[Data to examine]

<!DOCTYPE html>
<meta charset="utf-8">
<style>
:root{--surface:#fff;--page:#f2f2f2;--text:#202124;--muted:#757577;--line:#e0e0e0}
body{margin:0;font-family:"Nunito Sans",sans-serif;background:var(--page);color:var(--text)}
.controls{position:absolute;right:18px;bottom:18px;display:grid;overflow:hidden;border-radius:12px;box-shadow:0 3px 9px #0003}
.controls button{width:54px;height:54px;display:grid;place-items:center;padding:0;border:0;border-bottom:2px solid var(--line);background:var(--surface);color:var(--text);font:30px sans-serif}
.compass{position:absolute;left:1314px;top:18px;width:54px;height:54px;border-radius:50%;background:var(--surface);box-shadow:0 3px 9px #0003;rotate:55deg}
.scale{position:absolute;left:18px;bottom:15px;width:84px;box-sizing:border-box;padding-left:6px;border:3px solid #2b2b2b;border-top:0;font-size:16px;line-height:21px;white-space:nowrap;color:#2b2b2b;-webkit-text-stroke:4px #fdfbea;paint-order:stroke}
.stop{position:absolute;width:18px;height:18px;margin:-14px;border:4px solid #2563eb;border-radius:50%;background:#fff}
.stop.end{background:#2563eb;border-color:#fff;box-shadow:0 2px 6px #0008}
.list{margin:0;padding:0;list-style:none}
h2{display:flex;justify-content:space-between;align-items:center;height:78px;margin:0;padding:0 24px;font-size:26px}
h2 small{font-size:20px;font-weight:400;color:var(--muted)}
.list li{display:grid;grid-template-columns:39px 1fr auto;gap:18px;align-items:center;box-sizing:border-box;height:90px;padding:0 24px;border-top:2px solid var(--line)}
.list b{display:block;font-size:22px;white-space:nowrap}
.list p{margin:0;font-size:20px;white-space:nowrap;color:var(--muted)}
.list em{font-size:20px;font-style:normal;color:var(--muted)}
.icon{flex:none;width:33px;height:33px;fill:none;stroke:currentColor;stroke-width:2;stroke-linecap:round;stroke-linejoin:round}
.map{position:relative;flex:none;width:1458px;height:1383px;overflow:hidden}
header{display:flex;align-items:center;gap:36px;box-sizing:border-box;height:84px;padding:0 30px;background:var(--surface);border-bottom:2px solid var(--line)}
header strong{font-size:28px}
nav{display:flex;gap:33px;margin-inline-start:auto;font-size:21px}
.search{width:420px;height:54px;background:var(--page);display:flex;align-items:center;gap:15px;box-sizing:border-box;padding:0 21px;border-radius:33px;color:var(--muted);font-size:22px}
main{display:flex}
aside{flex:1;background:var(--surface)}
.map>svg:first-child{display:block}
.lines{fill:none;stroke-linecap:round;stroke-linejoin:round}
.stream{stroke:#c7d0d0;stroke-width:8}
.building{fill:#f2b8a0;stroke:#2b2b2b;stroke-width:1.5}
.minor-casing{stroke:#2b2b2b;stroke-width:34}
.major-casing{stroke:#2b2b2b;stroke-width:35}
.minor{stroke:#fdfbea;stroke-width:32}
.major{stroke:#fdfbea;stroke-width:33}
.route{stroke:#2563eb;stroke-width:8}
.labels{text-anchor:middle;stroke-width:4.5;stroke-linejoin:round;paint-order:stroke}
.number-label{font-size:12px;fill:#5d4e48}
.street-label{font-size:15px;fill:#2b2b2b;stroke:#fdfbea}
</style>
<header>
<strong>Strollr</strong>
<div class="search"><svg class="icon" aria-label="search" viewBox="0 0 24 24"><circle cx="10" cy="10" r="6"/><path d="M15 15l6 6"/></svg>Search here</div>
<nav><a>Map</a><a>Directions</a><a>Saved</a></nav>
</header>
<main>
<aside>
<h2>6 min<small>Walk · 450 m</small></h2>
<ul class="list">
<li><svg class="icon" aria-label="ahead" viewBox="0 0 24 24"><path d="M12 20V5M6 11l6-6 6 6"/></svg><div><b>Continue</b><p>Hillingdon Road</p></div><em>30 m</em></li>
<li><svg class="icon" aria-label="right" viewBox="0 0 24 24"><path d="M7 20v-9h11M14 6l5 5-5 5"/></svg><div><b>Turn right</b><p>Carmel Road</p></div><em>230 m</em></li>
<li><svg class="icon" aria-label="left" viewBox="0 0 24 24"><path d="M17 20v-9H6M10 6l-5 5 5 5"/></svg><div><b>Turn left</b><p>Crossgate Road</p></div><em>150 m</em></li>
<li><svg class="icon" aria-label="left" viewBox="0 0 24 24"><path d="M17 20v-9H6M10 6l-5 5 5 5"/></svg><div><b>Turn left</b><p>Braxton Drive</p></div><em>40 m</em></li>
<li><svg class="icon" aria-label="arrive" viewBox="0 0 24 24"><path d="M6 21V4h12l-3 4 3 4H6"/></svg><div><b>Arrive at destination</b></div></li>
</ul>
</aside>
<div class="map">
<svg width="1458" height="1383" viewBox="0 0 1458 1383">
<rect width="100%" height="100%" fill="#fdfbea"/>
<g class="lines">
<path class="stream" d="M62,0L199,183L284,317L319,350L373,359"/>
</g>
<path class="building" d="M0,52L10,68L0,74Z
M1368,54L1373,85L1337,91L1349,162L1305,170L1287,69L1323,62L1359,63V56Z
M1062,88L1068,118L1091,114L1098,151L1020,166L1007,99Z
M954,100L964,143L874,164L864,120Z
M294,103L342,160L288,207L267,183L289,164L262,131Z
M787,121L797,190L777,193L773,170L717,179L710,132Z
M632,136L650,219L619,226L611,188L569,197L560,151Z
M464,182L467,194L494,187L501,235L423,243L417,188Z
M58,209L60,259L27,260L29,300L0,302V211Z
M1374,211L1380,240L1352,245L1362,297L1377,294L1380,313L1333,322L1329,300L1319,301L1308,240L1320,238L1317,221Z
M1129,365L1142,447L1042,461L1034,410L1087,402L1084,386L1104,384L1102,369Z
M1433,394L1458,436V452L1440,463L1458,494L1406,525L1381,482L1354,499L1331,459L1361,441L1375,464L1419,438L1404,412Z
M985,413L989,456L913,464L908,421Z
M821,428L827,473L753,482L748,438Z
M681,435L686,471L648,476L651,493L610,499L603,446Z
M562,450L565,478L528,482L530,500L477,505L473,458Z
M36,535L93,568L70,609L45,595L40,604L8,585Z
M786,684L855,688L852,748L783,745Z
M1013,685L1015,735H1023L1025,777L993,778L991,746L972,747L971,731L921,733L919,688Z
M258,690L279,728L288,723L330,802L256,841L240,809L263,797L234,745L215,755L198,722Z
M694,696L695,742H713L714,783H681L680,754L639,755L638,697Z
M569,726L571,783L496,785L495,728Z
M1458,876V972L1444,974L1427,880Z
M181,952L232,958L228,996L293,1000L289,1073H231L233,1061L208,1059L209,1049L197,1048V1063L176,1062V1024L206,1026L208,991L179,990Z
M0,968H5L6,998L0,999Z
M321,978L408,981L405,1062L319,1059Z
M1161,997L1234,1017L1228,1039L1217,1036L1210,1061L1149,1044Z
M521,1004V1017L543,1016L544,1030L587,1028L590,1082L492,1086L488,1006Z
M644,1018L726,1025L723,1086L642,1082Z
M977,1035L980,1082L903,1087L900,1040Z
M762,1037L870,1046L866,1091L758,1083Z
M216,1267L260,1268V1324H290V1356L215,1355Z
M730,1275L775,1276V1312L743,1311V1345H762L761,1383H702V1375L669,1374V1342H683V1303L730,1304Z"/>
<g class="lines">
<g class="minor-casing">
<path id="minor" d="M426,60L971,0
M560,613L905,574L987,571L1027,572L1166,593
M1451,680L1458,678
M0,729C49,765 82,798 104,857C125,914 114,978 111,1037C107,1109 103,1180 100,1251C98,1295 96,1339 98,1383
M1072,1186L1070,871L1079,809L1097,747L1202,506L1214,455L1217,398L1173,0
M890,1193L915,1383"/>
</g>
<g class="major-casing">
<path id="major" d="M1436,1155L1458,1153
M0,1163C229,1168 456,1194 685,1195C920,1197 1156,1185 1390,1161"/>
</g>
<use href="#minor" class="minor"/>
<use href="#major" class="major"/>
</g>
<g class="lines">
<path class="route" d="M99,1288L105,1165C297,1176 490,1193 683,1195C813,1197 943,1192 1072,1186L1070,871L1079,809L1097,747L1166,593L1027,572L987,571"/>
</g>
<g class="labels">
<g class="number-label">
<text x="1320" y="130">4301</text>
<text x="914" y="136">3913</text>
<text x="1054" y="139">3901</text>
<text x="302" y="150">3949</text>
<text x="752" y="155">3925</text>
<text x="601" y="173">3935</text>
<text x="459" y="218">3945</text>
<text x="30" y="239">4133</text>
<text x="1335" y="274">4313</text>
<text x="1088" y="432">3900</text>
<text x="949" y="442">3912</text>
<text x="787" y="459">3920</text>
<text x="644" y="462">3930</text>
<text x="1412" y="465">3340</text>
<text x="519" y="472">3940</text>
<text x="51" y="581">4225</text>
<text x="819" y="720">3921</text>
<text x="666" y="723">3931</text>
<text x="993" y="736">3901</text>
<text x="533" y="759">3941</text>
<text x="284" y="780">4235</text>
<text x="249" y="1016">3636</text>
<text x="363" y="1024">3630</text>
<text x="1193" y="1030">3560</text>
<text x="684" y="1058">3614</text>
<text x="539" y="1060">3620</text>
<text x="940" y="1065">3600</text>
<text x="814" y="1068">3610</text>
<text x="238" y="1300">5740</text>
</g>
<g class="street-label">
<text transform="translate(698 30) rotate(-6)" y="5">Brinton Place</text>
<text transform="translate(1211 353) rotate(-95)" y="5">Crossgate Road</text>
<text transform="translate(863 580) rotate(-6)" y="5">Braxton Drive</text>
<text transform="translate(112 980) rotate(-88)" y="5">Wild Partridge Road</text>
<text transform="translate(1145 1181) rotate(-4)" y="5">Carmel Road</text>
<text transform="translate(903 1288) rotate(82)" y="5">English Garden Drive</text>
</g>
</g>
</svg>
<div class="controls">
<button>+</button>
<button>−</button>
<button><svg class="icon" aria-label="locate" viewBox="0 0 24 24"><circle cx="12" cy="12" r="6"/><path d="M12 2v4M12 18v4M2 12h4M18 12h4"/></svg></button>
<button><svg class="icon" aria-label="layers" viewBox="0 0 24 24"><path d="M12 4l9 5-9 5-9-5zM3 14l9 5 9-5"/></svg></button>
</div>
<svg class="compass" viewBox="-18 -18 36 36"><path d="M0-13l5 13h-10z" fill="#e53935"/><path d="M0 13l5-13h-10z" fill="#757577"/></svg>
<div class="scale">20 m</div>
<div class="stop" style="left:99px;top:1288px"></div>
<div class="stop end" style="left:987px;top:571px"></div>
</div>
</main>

[/Data to examine]

__Exercise details__:
Only the lines from the one with "<button>+</button>" through the end of the data should be printed, each exactly as it appears.

__Answer to the problem__:
<button>+</button>
<button>−</button>
<button><svg class="icon" aria-label="locate" viewBox="0 0 24 24"><circle cx="12" cy="12" r="6"/><path d="M12 2v4M12 18v4M2 12h4M18 12h4"/></svg></button>
<button><svg class="icon" aria-label="layers" viewBox="0 0 24 24"><path d="M12 4l9 5-9 5-9-5zM3 14l9 5 9-5"/></svg></button>
</div>
<svg class="compass" viewBox="-18 -18 36 36"><path d="M0-13l5 13h-10z" fill="#e53935"/><path d="M0 13l5-13h-10z" fill="#757577"/></svg>
<div class="scale">20 m</div>
<div class="stop" style="left:99px;top:1288px"></div>
<div class="stop end" style="left:987px;top:571px"></div>
</div>
</main>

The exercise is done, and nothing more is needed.